I use the flat 4oz tins from Specialty Bottle..if you get the right blend of beeswax to butters and oils..you can pour directly into the tin and when it's cool, it will shrink slightly and come out of the tin easily.


----------



## jkm8113 (Aug 23, 2012)

Flameflightcc said:
			
		

> I use the flat 4oz tins from Specialty Bottle..if you get the right blend of beeswax to butters and oils..you can pour directly into the tin and when it's cool, it will shrink slightly and come out of the tin easily.




Do you have a recipe that is the "right" blend that you wouldn't mind sharing?  My problem is I don't have molds and would like to pour directly into the tins, but I sure don't want to do a batch and have them all stick and not come out.  

I poured the ones I did last night into muffin wrappers that were set into a muffin tin and then when they hardened, I was able to pop them out.  But pouring directly into the tin would save a step and I would be able to gauge how deep to pour each one--with the muffin wrappers I had to guess.


----------



## Flameflightcc (Aug 23, 2012)

I don't sell them,they are for personal use only, so my ingredients are based on what I have on hand..and is never quite the same twice.

I also suggest that you pour one, and then re warm the rest after you know where you should be pouring. 

I don't have my recipe book at the moment.

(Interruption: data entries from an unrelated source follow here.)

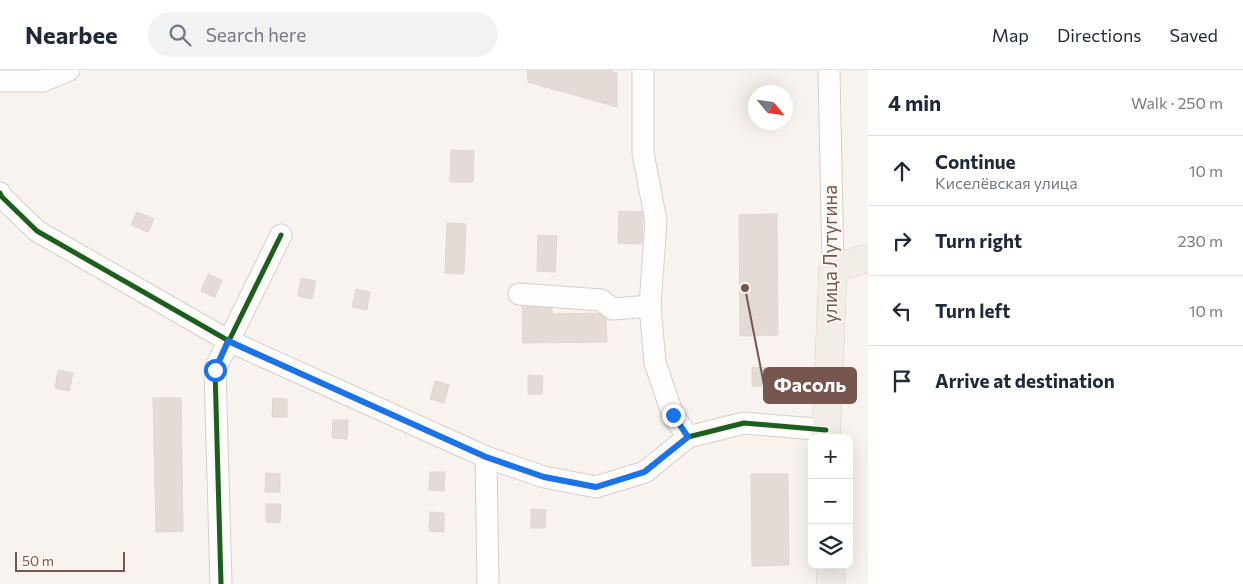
<!DOCTYPE html>
<meta charset="utf-8">
<style>
:root{--surface:#fff;--page:#f2f2f3;--text:#1f2937;--muted:#747a83;--line:#e0e1e3}
body{margin:0;font-family:Commissioner,sans-serif;background:var(--page);color:var(--text)}
.controls{position:absolute;right:15px;bottom:15px;display:grid;overflow:hidden;border-radius:10px;box-shadow:0 5px 20px #0002}
.controls button{width:45px;height:45px;display:grid;place-items:center;padding:0;border:0;border-bottom:1px solid var(--line);background:var(--surface);color:var(--text);font:25px sans-serif}
.compass{position:absolute;left:748px;top:15px;width:45px;height:45px;border-radius:50%;background:var(--surface);box-shadow:0 5px 20px #0002;rotate:119deg}
.scale{position:absolute;left:15px;bottom:12px;width:110px;box-sizing:border-box;padding-left:5px;border:2px solid #76564e;border-top:0;font-size:14px;line-height:18px;white-space:nowrap;color:#76564e;-webkit-text-stroke:4px #fef7f1;paint-order:stroke}
.stop{position:absolute;width:15px;height:15px;margin:-11px;border:4px solid #1a73e8;border-radius:50%;background:#fff}
.stop.end{background:#1a73e8;border-color:#fff;box-shadow:0 1px 5px #0008}
.list{margin:0;padding:0;list-style:none}
h2{display:flex;justify-content:space-between;align-items:center;height:65px;margin:0;padding:0 20px;font-size:21px}
h2 small{font-size:16px;font-weight:400;color:var(--muted)}
.list li{display:grid;grid-template-columns:32px 1fr auto;gap:15px;align-items:center;box-sizing:border-box;height:70px;padding:0 20px;border-top:1px solid var(--line)}
.list b{display:block;font-size:19px;white-space:nowrap}
.list p{margin:0;font-size:16px;white-space:nowrap;color:var(--muted)}
.list em{font-size:16px;font-style:normal;color:var(--muted)}
.icon{flex:none;width:28px;height:28px;fill:none;stroke:currentColor;stroke-width:2;stroke-linecap:round;stroke-linejoin:round}
.map{position:relative;flex:none;width:868px;height:514px;overflow:hidden}
header{display:flex;align-items:center;gap:30px;box-sizing:border-box;height:70px;padding:0 25px;background:var(--surface);border-bottom:1px solid var(--line)}
header strong{font-size:24px}
nav{display:flex;gap:28px;margin-inline-start:auto;font-size:18px}
.search{width:350px;height:45px;background:var(--page);display:flex;align-items:center;gap:12px;box-sizing:border-box;padding:0 18px;border-radius:28px;color:var(--muted);font-size:19px}
main{display:flex}
aside{flex:1;background:var(--surface)}
.map>svg:first-child{display:block}
</style>
<header>
<strong>Nearbee</strong>
<div class="search"><svg class="icon" aria-label="search" viewBox="0 0 24 24"><circle cx="10" cy="10" r="6"/><path d="M15 15l6 6"/></svg>Search here</div>
<nav><a>Map</a><a>Directions</a><a>Saved</a></nav>
</header>
<main>
<div class="map">
<svg width="868" height="514" viewBox="0 0 868 514">
<rect width="100%" height="100%" fill="#f8f3ee"/>
<g fill="#e4dad6" stroke="#e1d5d0">
<polygon points="527,0 608,0 617,3 617,37 528,12"/>
<polygon points="451,80 474,81 473,112 450,112"/>
<polygon points="619,141 643,142 642,174 618,173"/>
<polygon points="137,142 154,149 148,162 131,155"/>
<polygon points="777,144 778,265 740,266 739,145"/>
<polygon points="447,153 466,154 464,204 445,203"/>
<polygon points="538,165 557,166 555,202 537,201"/>
<polygon points="208,204 222,210 215,227 201,221"/>
<polygon points="301,208 316,211 312,229 298,226"/>
<polygon points="356,219 370,222 367,240 352,237"/>
<polygon points="552,233 552,244 606,243 607,272 523,273 522,234"/>
<polygon points="752,297 767,298 766,316 752,316"/>
<polygon points="58,300 73,303 69,321 55,318"/>
<polygon points="528,305 543,306 542,324 528,324"/>
<polygon points="435,311 449,315 444,333 430,329"/>
<polygon points="153,328 181,328 183,461 156,462"/>
<polygon points="273,328 287,329 287,347 272,347"/>
<polygon points="333,350 348,350 347,369 332,368"/>
<polygon points="430,402 445,402 444,421 429,420"/>
<polygon points="266,403 280,404 280,422 265,422"/>
<polygon points="751,404 788,404 789,495 752,496"/>
<polygon points="266,434 281,434 280,453 266,452"/>
<polygon points="531,439 546,440 545,458 531,458"/>
<polygon points="430,442 444,443 444,462 429,461"/>
</g>
<g fill="none" stroke-linecap="round" stroke-linejoin="round">
<g stroke="#d6ceca" stroke-width="23">
<g id="minor">
<polyline points="643,0 643,83 656,151 650,236 655,293 673,345 688,367"/>
<polyline points="829,0 833,198"/>
<polyline points="0,11 43,11 69,0"/>
<polyline points="0,123 2,127 37,161 229,271 486,387 544,407 596,417 645,402 688,367 744,353 826,360"/>
<polyline points="519,224 601,230 613,239 650,236"/>
<polyline points="486,387 488,514"/>
<polyline points="221,514 215,299 281,165"/>
</g>
</g>
<g stroke="#d9cfcb" stroke-width="29">
<g id="major">
<polyline points="826,368 833,198 868,188"/>
<polyline points="830,495 831,514"/>
</g>
</g>
<use href="#minor" stroke="#fefdfc" stroke-width="21"/>
<use href="#major" stroke="#f2ece7" stroke-width="28"/>
<g stroke="#fef7f1" stroke-width="8">
<g id="cycleway">
<polyline points="0,123 2,127 37,161 229,271 486,387 544,407 596,417 645,402 688,367 744,353 826,360"/>
<polyline points="221,514 215,299 281,165"/>
</g>
</g>
<use href="#cycleway" stroke="#1b5e20" stroke-width="5"/>
</g>
<g fill="none" stroke-linecap="round" stroke-linejoin="round">
<polyline stroke="#1a73e8" stroke-width="6" points="215,300 228,271 486,387 544,407 596,417 644,402 688,367 673,345"/>
</g>
<g text-anchor="middle" stroke-width="4" stroke-linejoin="round" paint-order="stroke">
<g font-size="19" fill="#76564e" stroke="#fef7f1">
<text transform="translate(830 184) rotate(-90)" y="7">улица Лутугина</text>
</g>
</g>
<path fill="none" stroke="#76564e" stroke-width="2" d="M745 218L764 315"/>
<circle fill="#76564e" stroke="#fef7f1" stroke-width="2" cx="745" cy="218" r="5"/>
<rect fill="#76564e" stroke="#76564e" stroke-width="2" x="764" y="298" width="92" height="35" rx="5"/>
<g font-size="20" text-anchor="middle" font-weight="bold" fill="#fff">
<text x="810" y="322">Фасоль</text>
</g>
</svg>
<div class="controls">
<button>+</button>
<button>−</button>
<button><svg class="icon" aria-label="layers" viewBox="0 0 24 24"><path d="M12 4l9 5-9 5-9-5zM3 14l9 5 9-5"/></svg></button>
</div>
<svg class="compass" viewBox="-18 -18 36 36"><path d="M0-13l5 13h-10z" fill="#e53935"/><path d="M0 13l5-13h-10z" fill="#747a83"/></svg>
<div class="scale">50 m</div>
<div class="stop" style="left:215px;top:300px"></div>
<div class="stop end" style="left:673px;top:345px"></div>
</div>
<aside>
<h2>4 min<small>Walk · 250 m</small></h2>
<ul class="list">
<li><svg class="icon" aria-label="ahead" viewBox="0 0 24 24"><path d="M12 20V5M6 11l6-6 6 6"/></svg><div><b>Continue</b><p>Киселёвская улица</p></div><em>10 m</em></li>
<li><svg class="icon" aria-label="right" viewBox="0 0 24 24"><path d="M7 20v-9h11M14 6l5 5-5 5"/></svg><div><b>Turn right</b></div><em>230 m</em></li>
<li><svg class="icon" aria-label="left" viewBox="0 0 24 24"><path d="M17 20v-9H6M10 6l-5 5 5 5"/></svg><div><b>Turn left</b></div><em>10 m</em></li>
<li><svg class="icon" aria-label="arrive" viewBox="0 0 24 24"><path d="M6 21V4h12l-3 4 3 4H6"/></svg><div><b>Arrive at destination</b></div></li>
</ul>
</aside>
</main>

I'll post it a bit later.


----------



## jkm8113 (Aug 23, 2012)

Flameflightcc said:
			
		

> I don't sell them,they are for personal use only, so my ingredients are based on what I have on hand..and is never quite the same twice.
> 
> I also suggest that you pour one, and then re warm the rest after you know where you should be pouring.
> 
> I don't have my recipe book at the moment. I'll post it a bit later.



Thank you, I have a feeling that once I do this a few times, I will have a better feel for what I am actually doing.  I don't have the funds for something to be a real flop and lose the ingredients, so I am trying to avoid that if at all possible.  

Thanks again for checking your recipe for me.


----------



## Flameflightcc (Aug 23, 2012)

See the packaging thread.


----------



## Clueless (May 1, 2013)

Try this, I love it!!
http://www.easternmobeekeepers.com/content/presentations/Lotion.pdf


----------